First and foremost, I do not consider myself a subject matter expert or authority on transitioning from the military. What’s included in this short article is based exclusively on my personal experiences. It’s not a cookie-cutter approach, a silver bullet nor an all-inclusive list. In order to keep it succinct (bathroom reading); I cover topics in a bulletized manner and readers may find colorful characterizations to reinforce points:
1. Physical, Mental and Spiritual well-being: if you are not out of the military yet, make sure you update your medical records and schedule appointments to annotate everything, throw away your pride and take care of yourself and your family. It’s ok, you’re not a sugar-honey-ice-tea -bag for doing this.
Separately, but on the same topic of physical health, I recommend selecting a sustainable physical activity you enjoy doing and staying with it for the long haul. I had to swallow my pride and stop doing Cross-Fit and competing with 20-year old’s as my 44-year-old, over-used and beat up combat chassis (body) kept telling me – STOP IT!!! Make it easier on yourself and pick something you can sustain and ENJOY, but please don’t stop training or working out.
Mental Health is extremely important especially with the obscenely high and ever-increasing level of Veteran suicides; BL, if you feel like you need to see someone – be seen. There is zero reasons to suffer in silence. Additionally, outside of mental health providers there are many alternative training programs out there these days that teach time tested practices to “struggle well”. Attend and complete a program if you feel you need to, there is no shame, only pride in knowing you confronted your demons, didn’t let them defeat you, and you chose to optimize yourself and your life. You deserve it.
2. Finances: if you are still in, start saving and adapting your lifestyle. If you think companies are going bang down your door to hire you because you are part of the exclusive 1% of U.S. society who volunteered to serve, …let me crush that notion…not happening. You bring leadership, skills and invaluable experience, but you are now seeking a job just like everyone else. If you are retiring, anticipate a one-month gap in pay coverage, it could take longer. I recommend networking, establishing a professional LinkedIn account, and composing a resume. Veteran job fairs are a great start for networking and to see the diverse options of what’s out there. Additionally, there are many resume advice websites on Mr. Google that can assist Veterans to translate military accomplishments to civilian speak.
3. Don’t rush to failure: Financial situations play a significant role in this, but if you can afford to do it, my unsolicited advice is to not rush into anything. Take your time, RELAX and figure out what you want to do and what makes you happy. I’m not saying to not find a job to pay the rent, but it doesn’t have to be your second career path. The caveat is counter to what many veteran transition programs suggest; however, for me taking time after my retirement to decompress made all the difference. It enabled me to reconnect with myself, my family, and set my course to pursue things deliberately and on my own terms. It also enabled me to address many of the health issues I put on the shelf and would deal with “later” during active duty.
4. Give Back: I recommend becoming active in your local Veterans community and to seek other volunteer opportunities. You have a rich story and unique experiences, share them productively through volunteer efforts. I further recommend vetting and screening the right Veteran’s Service Organization to donate your valuable time to; there are many out there, some are much more constructively active in communities than others.
5. Do things that make you happy: Life is short, you as a Veteran have a much greater appreciation about the value of life than most – do things that make you happy. Constructive things. This goes for leisurely pursuits as well as business. Understand your time is extremely important. I suggest committing your time to things where you find the most fulfillment. With this in mind, don’t do what you think others expect you to do, pave your own way.
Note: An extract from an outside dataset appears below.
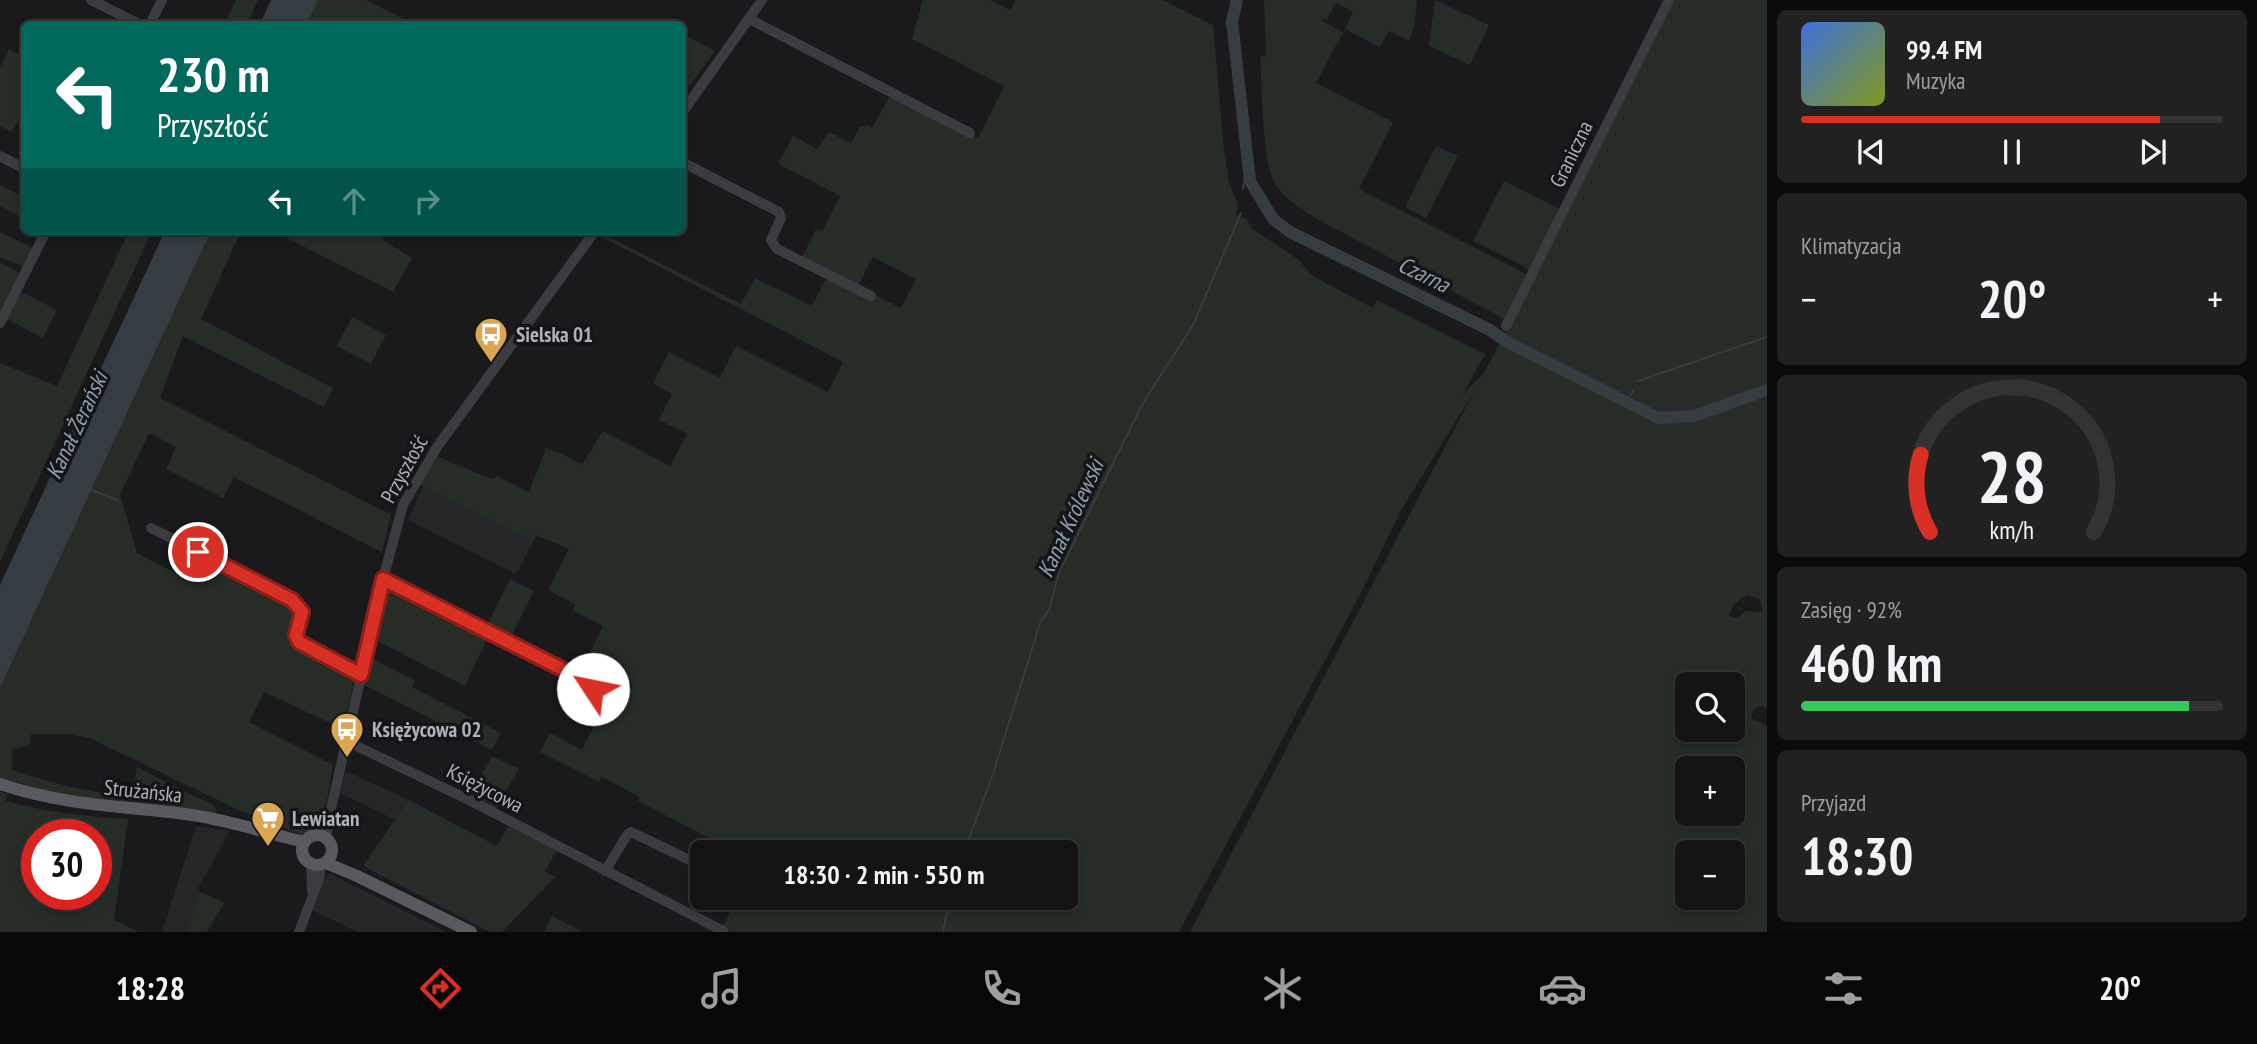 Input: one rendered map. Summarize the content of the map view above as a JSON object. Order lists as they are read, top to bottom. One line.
{"streets":{"main road":["Strużańska"],"street":["Graniczna","Przyszłość","Księżycowa"]},"crossings":[["Przyszłość","Księżycowa"]],"water":["Czarna","Kanał Żerański","Kanał Królewski"],"places":{"bus stop":["Sielska 01","Księżycowa 02"],"supermarket":["Lewiatan"]},"page":{"turn":["230 m","Przyszłość"],"song":["99.4 FM","Muzyka"],"tile":["Klimatyzacja",["Zasięg · 92%","460 km"],["Przyjazd","18:30"]],"heat":["−","20°","+"],"map_buttons":["+","−"],"limit":"30","trip":"18:30 · 2 min · 550 m","tabs":["18:28","20°"],"gauge":["28","km/h"]}}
Case in point, following his retirement a friend of mine was employed at a very well-paying job where he became miserable, overweight, time-constrained and remarkably unfulfilled. He had a self-actualization moment and made the life-changing decision to pursue something he loves and is passionate about. He is now the most well rounded (physically, spiritually, and mentally), satisfied and fulfilled person I know.
6. Prioritize your family: although number six on the list, this it is paramount. For you married people and those in long term relationships, now is the time to catch up on your honey-do list, demonstrate your gratitude for deployments, long hours, and other things that took you away from home that your significant others and your kids endured. Don’t ever miss an opportunity to connect and let them know how important they are to you.
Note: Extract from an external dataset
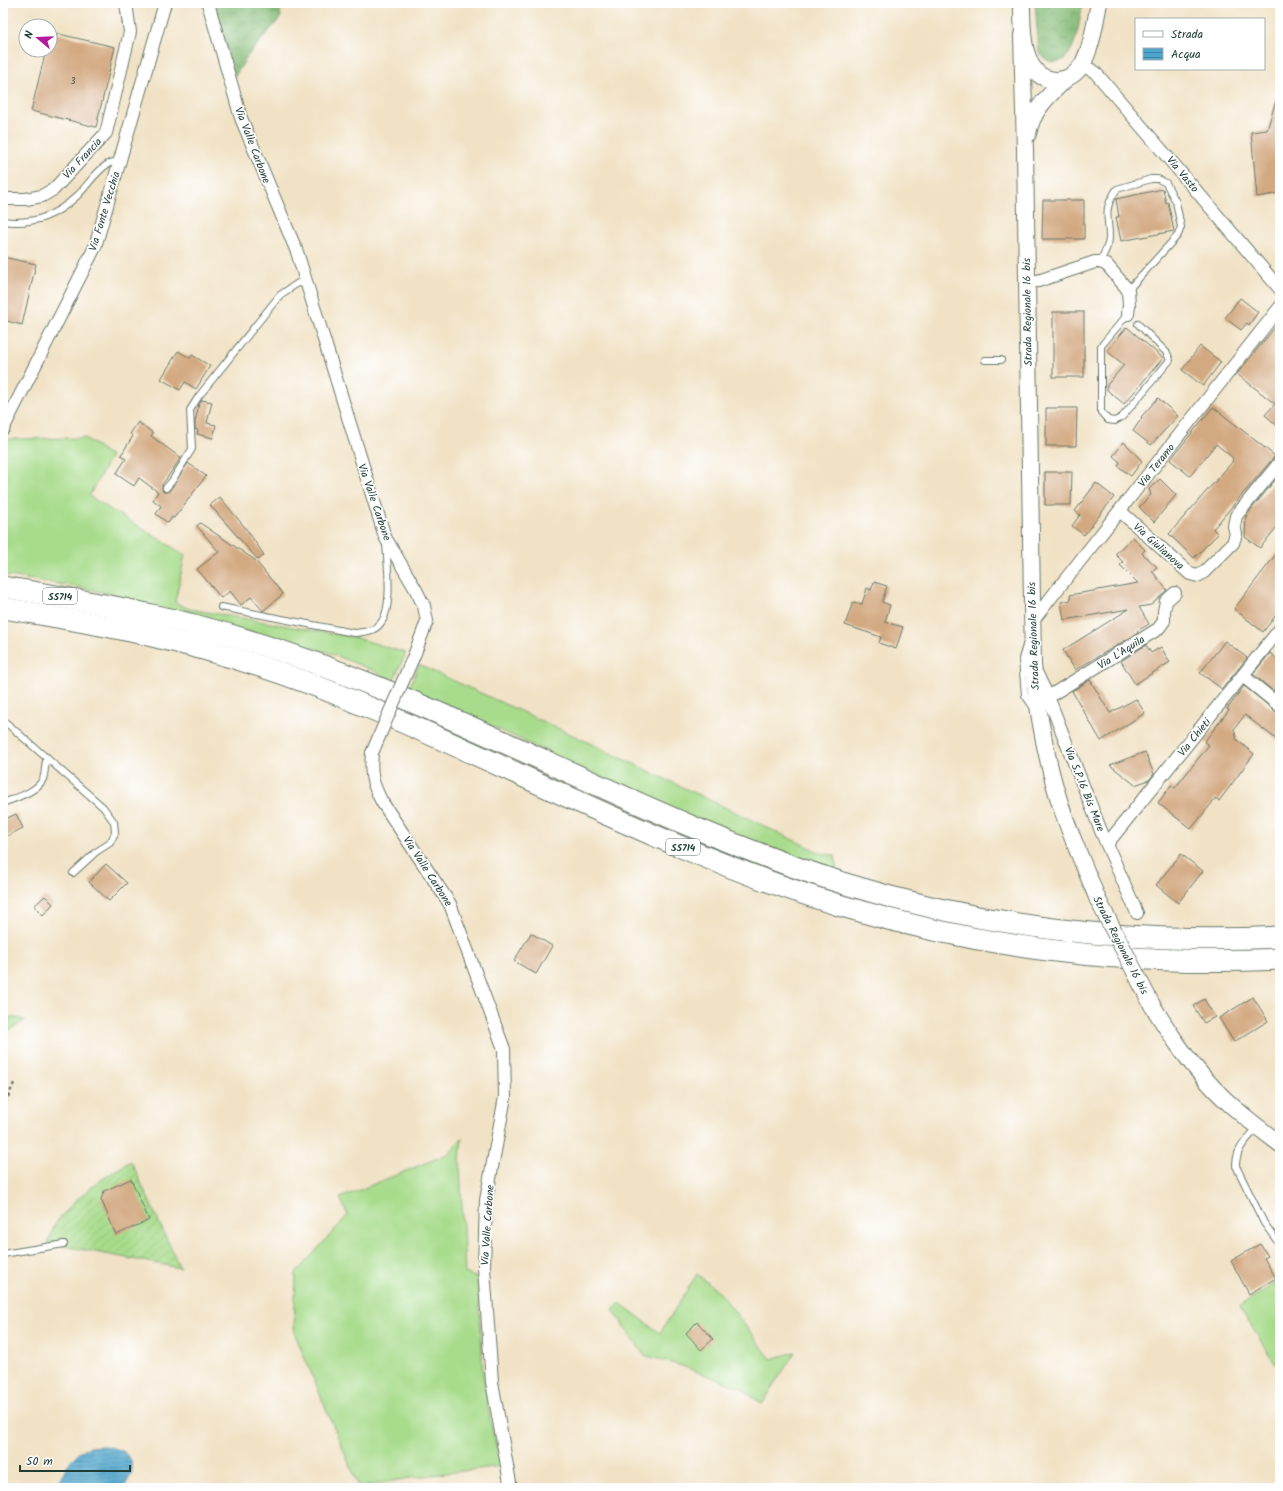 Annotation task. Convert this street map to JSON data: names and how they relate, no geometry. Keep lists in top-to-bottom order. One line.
{"streets":{"highway":["SS714"],"main road":["Strada Regionale 16 bis"],"street":["Via Valle Carbone","Via Francia","Via Vasto","Via Fonte Vecchia","Via Teramo","Via Giulianova","Via L'Aquila","Via Chieti","Via S.P.16 Bis Mare"]},"crossings":[["Via Vasto","Strada Regionale 16 bis"],["Strada Regionale 16 bis","Via Teramo"],["Strada Regionale 16 bis","Via S.P.16 Bis Mare"],["Via Teramo","Via Giulianova"],["Via L'Aquila","Via S.P.16 Bis Mare"],["Via Chieti","Via S.P.16 Bis Mare"]],"house_numbers":["3"],"legend":["Strada","Acqua"],"scale_bar":"50 m","north":"left"}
A final consideration, the transition is difficult: you will feel alone, struggle with finding a new purpose, and may feel a level of guilt. IT’S OK!!! You are outside your comfort zone and in a new environment and a different culture. Not many people who have not served will be able to relate to or understand what you’ve been through. Be the positive example to represent your service and sacrifice well. Understand there will be challenges, but also understand you are NOT ALONE and all transitioning Veterans struggle. Be constructive and find your new purpose.
I personally struggled upfront, but now find my decision to retire the best decision I ever made. Take your time and be grateful for what you have experienced as a result of your service. Be optimistic about new opportunities you can embrace as a former military service member with a much broader perspective.